Docker GPU
Usage of Docker containers for deep machine learning and deep learning purposes is gaining extensive popularity at a recent time. Usage of containers makes it almost effortless to install deep machine learning libraries with all the dependencies and makes deployment and scaling more simple and convenient.
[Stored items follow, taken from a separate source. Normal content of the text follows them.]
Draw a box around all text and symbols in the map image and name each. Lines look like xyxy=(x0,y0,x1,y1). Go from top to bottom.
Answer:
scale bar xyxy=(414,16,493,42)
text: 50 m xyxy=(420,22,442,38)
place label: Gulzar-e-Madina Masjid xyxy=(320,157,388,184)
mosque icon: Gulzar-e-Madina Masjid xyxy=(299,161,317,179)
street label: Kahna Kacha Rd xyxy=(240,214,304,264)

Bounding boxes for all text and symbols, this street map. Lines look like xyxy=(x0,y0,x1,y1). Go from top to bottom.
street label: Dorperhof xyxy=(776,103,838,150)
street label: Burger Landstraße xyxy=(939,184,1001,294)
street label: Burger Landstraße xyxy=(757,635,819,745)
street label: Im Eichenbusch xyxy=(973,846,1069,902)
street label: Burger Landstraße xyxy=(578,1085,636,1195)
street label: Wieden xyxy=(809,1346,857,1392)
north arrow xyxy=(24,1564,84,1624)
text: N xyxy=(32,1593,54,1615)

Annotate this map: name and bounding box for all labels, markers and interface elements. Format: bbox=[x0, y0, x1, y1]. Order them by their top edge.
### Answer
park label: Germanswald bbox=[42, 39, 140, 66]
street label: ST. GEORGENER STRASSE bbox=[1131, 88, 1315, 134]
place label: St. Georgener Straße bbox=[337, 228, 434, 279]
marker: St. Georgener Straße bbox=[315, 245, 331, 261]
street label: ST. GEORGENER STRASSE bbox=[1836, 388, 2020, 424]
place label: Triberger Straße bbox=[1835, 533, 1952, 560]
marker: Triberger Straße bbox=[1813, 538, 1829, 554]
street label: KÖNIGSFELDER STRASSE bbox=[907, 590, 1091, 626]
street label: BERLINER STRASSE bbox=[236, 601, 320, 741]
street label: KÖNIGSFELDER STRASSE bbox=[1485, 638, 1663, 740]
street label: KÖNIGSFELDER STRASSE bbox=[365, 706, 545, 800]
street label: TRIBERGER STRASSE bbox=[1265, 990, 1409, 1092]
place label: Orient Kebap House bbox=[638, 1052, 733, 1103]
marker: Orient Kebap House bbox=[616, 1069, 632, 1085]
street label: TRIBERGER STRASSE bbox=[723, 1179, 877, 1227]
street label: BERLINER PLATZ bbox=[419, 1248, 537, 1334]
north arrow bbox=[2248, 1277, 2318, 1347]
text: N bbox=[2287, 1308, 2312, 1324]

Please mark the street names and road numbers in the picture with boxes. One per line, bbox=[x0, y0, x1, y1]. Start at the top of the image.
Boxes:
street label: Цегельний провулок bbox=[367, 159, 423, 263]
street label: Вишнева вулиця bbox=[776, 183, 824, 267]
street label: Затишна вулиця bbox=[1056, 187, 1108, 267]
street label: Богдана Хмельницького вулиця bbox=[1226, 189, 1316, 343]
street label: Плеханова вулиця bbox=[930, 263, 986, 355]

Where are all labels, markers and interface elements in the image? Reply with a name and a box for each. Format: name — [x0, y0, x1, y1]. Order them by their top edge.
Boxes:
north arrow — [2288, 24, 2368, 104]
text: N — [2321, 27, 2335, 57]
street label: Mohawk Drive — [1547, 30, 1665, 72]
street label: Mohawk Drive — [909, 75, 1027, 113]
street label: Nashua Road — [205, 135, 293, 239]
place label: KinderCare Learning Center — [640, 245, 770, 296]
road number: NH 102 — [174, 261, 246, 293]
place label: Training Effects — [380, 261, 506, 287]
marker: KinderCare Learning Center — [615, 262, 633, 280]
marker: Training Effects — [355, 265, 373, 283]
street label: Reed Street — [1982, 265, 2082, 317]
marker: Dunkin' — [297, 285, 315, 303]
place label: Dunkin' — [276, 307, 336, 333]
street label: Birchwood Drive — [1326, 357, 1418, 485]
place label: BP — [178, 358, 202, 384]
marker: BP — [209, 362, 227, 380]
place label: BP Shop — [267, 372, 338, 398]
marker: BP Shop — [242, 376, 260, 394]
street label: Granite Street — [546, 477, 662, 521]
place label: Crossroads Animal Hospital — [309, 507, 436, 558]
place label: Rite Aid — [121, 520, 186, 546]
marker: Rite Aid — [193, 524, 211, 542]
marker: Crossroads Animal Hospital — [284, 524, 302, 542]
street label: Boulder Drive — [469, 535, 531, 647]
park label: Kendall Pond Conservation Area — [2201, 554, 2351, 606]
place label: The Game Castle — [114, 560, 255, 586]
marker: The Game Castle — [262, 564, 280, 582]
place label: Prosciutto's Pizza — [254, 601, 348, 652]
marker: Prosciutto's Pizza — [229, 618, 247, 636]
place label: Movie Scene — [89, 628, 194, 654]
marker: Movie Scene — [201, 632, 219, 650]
The Docker Hub Registry (https://hub.docker.com/) contains pre-assembled container images for all popular deep machine learning libraries such as Tensorflow™, Caffe2, Torch, CNTK, Theano, and others.
We’ve decided to conduct a study and see if there is a performance decreasing when using Docker containers on GPU servers for Deep Learning tasks. For testing purposes, the official Docker image of the TensorFlow™ deep machine learning library was quoted (https://hub.docker.com/r/tensorflow/tensorflow/).
The tests performed on the GPU server with the following configuration (www.leadergpu.com):
- GPU: NVIDIA® Tesla® P100 (16 GB)
- CPU: 2 x Intel® Xeon® E5-2630v4 2.2 GHz
- RAM: 128 GB
- SSD: 960 GB
- Ports: 40 Gbps
- OS: CentOS 7
- Python 2.7
- TensorFlow™ 1.3
Benchmark settings:
- synthetic tests from the official TensorFlow™ web site. The neural network model is Inception v3. (https://www.tensorflow.org/lite/performance/measurement)
- testing with real data. The CIFAR-10 dataset used, which contains a 32x32 RGB images. Neural network - 9 layers. Full description here: https://www.tensorflow.org/tutorials/images/cnn
Test procedure on the local machine
The following commands were used to run the test:
Synthetic tests
# mkdir ~/Anaconda
# cd ~/Anaconda
# git clone https://github.com/tensorflow/benchmarks.git
# cd ~/Anaconda/benchmarks/scripts/tf_cnn_benchmarks
# python tf_cnn_benchmarks.py --num_gpus=1 --model inception3 --batch_size 32
Result: total images/sec: 126.34
Tests on real data
# cd ~/Anaconda
# git clone https://github.com/tensorflow/models.git
# cd ~/Anaconda/models/tutorials/image/cifar10
# python cifar10_train.py
Result: sec/batch 0.009-0.028
Test procedure on the Docker container
The following commands were used to run the test:
Synthetic tests
# docker pull tensorflow/tensorflow:latest-devel-gpu
# nvidia-docker run -it --rm -v ~/Anaconda:/root/Anaconda -p 8880:8888 -p 6000:6006 tensorflow/tensorflow:latest-devel-gpu
# cd ~/Anaconda/benchmarks/scripts/tf_cnn_benchmarks
# python tf_cnn_benchmarks.py --num_gpus=1 --model inception3 --batch_size 32
Result: total images/sec: 126.34
Tests on real data
# cd ~/Anaconda
# git clone https://github.com/tensorflow/models.git
# cd ~/Anaconda/models/tutorials/image/cifar10
# python cifar10_train.py
Result: sec/batch 0.009-0.028
Test results
Local | Docker | |
---|---|---|
Synthetic data | images/sec: 126.34 | images/sec: 126.34 |
Real data | sec/batch: 0.009-0.028 | sec/batch: 0.009-0.028 |
It can be concluded from the results of testing based on synthetic data and on real data, usage of Docker containers is not reducing the performance on GPU servers for Deep Learning tasks.